Изменить стиль страницы

ДЕНЬ НА МАСЛОВКЕ

Памяти моего товарища,

диктора Всесоюзного радио

Юрия Скалова

Тридцать пять лет назад я, начинающий тогда журналист, для московских газет и журналов писал заметки и репортажи о художественных выставках, о реставрации памятников, о новых книгах по искусству. Особенно любил я бывать в мастерских живописцев, графиков, скульпторов, делать так называемые «окна», то есть давать «развернутую» подпись под фото, на котором изображался обычно «рабочий момент»: художник за созданием нового произведения. Бывало, зайдешь в мастерские на Верхней Масловке, да и останешься там на целый день, если для газеты не нужно срочных материалов.

Считаю, что мне очень повезло, ибо довелось присутствовать при рождении картин, рисунков, скульптур, вошедших в историю советского искусства. А ведь рождение каждого значительного полотна — это своего рода открытие новой, неизвестной ранее частицы мира.

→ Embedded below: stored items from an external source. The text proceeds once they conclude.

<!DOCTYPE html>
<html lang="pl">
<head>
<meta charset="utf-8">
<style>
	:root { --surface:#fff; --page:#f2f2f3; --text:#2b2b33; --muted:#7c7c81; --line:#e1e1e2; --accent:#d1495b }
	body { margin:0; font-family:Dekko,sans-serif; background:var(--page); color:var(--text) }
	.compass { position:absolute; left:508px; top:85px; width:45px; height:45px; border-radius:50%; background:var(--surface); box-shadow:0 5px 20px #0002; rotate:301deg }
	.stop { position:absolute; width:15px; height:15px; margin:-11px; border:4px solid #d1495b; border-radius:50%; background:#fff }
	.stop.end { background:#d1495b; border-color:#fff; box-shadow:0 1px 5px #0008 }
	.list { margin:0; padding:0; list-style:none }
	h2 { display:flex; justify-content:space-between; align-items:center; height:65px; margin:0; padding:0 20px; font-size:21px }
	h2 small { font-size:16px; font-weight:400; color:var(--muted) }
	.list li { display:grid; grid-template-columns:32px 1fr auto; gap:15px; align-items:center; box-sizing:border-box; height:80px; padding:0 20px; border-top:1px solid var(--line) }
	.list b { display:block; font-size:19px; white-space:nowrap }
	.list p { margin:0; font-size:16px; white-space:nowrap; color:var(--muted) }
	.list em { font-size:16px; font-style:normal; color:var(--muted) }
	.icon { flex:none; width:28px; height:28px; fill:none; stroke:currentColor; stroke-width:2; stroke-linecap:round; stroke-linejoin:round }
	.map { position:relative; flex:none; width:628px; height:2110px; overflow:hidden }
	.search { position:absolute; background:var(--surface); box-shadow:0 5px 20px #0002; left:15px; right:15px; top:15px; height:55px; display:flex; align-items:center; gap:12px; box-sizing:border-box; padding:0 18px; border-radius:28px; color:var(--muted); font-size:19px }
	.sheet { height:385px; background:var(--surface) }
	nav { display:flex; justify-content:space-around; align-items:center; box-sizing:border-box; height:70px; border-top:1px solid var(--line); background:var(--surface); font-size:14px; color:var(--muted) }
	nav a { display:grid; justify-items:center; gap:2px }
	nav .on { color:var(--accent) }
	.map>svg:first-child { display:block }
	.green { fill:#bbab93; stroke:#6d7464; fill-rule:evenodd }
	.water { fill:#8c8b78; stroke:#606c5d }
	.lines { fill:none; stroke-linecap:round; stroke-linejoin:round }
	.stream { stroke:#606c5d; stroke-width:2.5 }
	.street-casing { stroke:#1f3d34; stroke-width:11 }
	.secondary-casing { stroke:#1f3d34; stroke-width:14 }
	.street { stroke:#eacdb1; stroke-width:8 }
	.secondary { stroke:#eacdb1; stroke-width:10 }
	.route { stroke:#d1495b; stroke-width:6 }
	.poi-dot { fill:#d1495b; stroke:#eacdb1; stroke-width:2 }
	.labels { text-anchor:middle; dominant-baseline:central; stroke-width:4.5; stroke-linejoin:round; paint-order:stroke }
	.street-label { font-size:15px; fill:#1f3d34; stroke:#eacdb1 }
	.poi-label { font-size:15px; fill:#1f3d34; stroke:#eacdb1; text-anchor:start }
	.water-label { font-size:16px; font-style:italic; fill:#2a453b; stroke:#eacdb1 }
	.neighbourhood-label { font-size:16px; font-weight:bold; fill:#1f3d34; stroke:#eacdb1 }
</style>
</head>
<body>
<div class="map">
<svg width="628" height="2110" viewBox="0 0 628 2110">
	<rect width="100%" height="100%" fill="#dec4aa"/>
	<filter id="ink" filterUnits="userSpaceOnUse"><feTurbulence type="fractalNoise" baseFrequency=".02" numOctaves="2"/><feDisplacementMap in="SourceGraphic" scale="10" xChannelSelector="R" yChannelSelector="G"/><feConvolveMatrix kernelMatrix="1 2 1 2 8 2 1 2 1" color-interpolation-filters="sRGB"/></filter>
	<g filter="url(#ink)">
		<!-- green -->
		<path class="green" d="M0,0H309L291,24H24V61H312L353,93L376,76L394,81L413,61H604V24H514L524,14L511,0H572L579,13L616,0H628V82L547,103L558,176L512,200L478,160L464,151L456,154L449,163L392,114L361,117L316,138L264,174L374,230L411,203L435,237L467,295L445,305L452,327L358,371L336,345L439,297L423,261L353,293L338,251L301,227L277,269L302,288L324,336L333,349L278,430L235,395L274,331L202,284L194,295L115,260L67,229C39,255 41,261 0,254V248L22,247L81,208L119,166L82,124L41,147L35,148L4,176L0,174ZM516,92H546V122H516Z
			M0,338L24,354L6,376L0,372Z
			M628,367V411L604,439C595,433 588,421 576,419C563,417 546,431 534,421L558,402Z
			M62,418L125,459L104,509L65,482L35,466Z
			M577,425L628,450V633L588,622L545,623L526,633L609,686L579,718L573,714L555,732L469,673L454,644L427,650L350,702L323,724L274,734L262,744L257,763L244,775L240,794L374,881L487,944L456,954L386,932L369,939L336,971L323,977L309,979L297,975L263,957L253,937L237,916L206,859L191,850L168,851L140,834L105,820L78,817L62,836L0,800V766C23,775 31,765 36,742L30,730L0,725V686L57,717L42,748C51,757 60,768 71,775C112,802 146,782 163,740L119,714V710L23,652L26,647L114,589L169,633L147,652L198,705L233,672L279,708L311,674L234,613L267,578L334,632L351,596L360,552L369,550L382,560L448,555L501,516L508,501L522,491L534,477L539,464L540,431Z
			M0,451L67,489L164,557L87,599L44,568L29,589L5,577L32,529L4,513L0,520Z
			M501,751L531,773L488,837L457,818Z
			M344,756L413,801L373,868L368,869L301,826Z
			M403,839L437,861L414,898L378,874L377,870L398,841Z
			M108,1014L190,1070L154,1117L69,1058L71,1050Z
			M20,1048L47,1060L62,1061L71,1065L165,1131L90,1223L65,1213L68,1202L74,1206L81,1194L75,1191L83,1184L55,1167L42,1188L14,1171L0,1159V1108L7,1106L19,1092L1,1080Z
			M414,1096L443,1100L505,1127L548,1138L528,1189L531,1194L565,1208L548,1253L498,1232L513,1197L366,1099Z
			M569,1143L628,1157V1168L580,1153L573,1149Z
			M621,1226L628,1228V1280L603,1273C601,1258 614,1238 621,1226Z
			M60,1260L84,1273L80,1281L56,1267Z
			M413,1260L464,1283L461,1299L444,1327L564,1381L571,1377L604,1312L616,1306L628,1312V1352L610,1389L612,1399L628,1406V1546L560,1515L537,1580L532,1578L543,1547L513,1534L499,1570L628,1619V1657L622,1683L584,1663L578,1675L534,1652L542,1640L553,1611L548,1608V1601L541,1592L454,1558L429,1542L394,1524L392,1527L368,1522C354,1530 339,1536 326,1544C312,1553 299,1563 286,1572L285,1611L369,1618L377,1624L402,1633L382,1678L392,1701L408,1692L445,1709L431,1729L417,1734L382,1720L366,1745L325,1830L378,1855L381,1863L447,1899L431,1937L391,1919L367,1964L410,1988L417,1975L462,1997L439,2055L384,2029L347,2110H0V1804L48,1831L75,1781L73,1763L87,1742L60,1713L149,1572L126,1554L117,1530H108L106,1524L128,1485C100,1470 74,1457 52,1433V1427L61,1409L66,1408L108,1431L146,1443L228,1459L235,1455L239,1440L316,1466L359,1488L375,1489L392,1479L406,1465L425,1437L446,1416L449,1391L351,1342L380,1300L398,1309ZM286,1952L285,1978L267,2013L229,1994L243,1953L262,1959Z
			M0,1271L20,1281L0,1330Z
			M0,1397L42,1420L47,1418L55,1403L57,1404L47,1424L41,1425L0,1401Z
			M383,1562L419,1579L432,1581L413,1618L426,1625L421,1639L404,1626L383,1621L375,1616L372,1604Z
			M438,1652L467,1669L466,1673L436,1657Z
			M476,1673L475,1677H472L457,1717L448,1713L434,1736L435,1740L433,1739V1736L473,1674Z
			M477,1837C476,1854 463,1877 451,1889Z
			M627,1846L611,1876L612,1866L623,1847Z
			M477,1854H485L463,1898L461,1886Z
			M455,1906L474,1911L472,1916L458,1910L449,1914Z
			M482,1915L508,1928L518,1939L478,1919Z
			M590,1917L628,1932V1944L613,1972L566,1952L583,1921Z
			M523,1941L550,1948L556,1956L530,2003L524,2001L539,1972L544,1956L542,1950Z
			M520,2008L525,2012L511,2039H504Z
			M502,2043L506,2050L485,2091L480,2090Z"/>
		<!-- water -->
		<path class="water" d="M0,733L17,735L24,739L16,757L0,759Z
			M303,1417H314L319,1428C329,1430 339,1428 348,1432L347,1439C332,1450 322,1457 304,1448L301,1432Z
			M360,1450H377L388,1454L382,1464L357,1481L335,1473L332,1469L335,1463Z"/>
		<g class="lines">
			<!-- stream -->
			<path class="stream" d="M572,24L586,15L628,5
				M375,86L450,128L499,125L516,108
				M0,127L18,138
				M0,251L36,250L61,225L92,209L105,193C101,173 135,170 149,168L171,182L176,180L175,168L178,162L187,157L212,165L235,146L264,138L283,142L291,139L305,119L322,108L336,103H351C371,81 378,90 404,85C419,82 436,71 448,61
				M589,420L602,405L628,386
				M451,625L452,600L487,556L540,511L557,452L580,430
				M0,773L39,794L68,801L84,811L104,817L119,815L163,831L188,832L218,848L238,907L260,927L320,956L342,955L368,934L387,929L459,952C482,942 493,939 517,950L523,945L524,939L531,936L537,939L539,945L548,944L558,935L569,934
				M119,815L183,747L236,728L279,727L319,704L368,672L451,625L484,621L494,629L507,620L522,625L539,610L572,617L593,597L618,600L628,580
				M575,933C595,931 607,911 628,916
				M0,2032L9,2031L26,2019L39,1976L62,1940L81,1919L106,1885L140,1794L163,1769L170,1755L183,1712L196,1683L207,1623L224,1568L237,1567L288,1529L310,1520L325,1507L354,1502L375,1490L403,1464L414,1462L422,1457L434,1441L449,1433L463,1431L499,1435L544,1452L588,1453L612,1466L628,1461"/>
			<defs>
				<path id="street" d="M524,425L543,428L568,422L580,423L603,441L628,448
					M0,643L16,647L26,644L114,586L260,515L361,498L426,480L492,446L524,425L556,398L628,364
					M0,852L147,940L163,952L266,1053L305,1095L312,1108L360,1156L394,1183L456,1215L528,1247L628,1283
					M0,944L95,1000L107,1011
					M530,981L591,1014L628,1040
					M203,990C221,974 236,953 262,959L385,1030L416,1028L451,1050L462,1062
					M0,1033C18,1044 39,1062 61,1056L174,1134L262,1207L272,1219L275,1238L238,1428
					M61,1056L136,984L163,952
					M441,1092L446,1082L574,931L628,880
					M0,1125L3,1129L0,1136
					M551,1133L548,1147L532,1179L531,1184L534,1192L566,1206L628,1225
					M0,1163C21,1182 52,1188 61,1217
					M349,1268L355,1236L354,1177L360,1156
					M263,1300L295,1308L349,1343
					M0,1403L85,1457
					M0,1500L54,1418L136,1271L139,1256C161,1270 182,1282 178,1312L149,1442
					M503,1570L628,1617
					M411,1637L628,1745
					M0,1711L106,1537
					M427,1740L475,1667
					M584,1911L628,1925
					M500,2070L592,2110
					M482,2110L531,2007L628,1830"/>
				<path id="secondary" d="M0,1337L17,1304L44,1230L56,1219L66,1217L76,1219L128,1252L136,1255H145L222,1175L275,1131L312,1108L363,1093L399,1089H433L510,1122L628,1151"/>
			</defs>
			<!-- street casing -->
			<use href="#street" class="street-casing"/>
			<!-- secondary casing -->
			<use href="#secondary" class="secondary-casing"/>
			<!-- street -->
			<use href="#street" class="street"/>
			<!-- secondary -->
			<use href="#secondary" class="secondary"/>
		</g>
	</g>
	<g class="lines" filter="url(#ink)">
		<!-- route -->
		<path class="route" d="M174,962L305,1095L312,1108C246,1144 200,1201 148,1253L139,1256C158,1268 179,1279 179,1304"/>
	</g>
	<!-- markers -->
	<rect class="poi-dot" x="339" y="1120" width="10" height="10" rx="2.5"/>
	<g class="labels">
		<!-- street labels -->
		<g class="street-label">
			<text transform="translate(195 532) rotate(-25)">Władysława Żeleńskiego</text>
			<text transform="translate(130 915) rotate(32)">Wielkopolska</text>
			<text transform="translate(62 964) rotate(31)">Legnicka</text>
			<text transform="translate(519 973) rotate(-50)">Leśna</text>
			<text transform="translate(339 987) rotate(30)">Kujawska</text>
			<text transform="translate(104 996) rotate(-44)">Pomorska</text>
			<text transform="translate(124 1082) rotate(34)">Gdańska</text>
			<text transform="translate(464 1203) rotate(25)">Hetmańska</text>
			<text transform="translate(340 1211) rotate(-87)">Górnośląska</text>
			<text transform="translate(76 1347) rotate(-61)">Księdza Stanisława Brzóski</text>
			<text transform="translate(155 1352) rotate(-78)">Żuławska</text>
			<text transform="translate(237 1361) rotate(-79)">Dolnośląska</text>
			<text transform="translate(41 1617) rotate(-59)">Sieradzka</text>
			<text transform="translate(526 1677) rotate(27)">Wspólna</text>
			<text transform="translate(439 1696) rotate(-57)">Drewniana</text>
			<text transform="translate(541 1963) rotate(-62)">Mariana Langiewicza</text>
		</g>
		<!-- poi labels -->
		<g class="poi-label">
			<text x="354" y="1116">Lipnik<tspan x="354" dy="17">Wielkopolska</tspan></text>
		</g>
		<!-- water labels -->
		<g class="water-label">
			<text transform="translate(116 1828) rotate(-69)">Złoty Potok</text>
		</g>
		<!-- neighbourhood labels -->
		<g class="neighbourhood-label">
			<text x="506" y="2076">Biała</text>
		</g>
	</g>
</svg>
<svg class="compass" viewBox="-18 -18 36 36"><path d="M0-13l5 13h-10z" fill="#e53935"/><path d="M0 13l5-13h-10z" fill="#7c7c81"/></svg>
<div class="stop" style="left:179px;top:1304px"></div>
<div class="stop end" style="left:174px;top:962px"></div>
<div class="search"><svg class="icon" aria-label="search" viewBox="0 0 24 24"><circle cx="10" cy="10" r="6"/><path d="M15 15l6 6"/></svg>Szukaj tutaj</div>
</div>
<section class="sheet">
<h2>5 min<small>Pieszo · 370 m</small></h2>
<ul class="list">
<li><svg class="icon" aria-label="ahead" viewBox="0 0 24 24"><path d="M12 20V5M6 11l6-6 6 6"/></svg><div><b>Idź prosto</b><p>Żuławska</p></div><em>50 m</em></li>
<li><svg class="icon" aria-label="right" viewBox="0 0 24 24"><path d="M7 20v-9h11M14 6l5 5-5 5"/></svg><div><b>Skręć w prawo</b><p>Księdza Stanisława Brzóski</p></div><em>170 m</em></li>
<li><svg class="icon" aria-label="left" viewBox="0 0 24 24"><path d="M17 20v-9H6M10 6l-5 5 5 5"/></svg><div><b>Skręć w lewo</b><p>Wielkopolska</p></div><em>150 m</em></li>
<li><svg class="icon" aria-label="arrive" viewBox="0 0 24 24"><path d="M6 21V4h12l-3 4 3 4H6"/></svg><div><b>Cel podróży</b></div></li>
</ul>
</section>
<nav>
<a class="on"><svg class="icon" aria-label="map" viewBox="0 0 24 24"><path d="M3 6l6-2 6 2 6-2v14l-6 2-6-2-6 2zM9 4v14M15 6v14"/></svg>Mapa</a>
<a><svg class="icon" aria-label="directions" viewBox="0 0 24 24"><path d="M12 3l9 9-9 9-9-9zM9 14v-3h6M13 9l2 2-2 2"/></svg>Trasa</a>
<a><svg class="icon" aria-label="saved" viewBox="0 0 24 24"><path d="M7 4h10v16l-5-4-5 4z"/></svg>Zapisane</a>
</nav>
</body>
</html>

И как же мне хотелось присутствовать при этом рождении, приобщиться к тайне творчества…

Часто мы встречались здесь, на Масловке, с Юрием Скаловым, репортером, а потом и диктором радиокомитета. Он мечтал написать небольшую документальную повесть «День на Масловке». Но, вечно занятый срочным репортажем, так и не успел…

* * *

Утром я приходил в мастерскую народного художника СССР Бориса Владимировича Иогансона, где коллектив мастеров писал большое полотно «Выступление В. И. Ленина на III съезде комсомола». Обычно вся бригада была уже в сборе. День за днем я наблюдал за тем, как оживало произведение, создаваемое под руководством Иогансона. Умные, точные мазки почти незаметно преображали картину, насыщали ее светлыми ясными красками.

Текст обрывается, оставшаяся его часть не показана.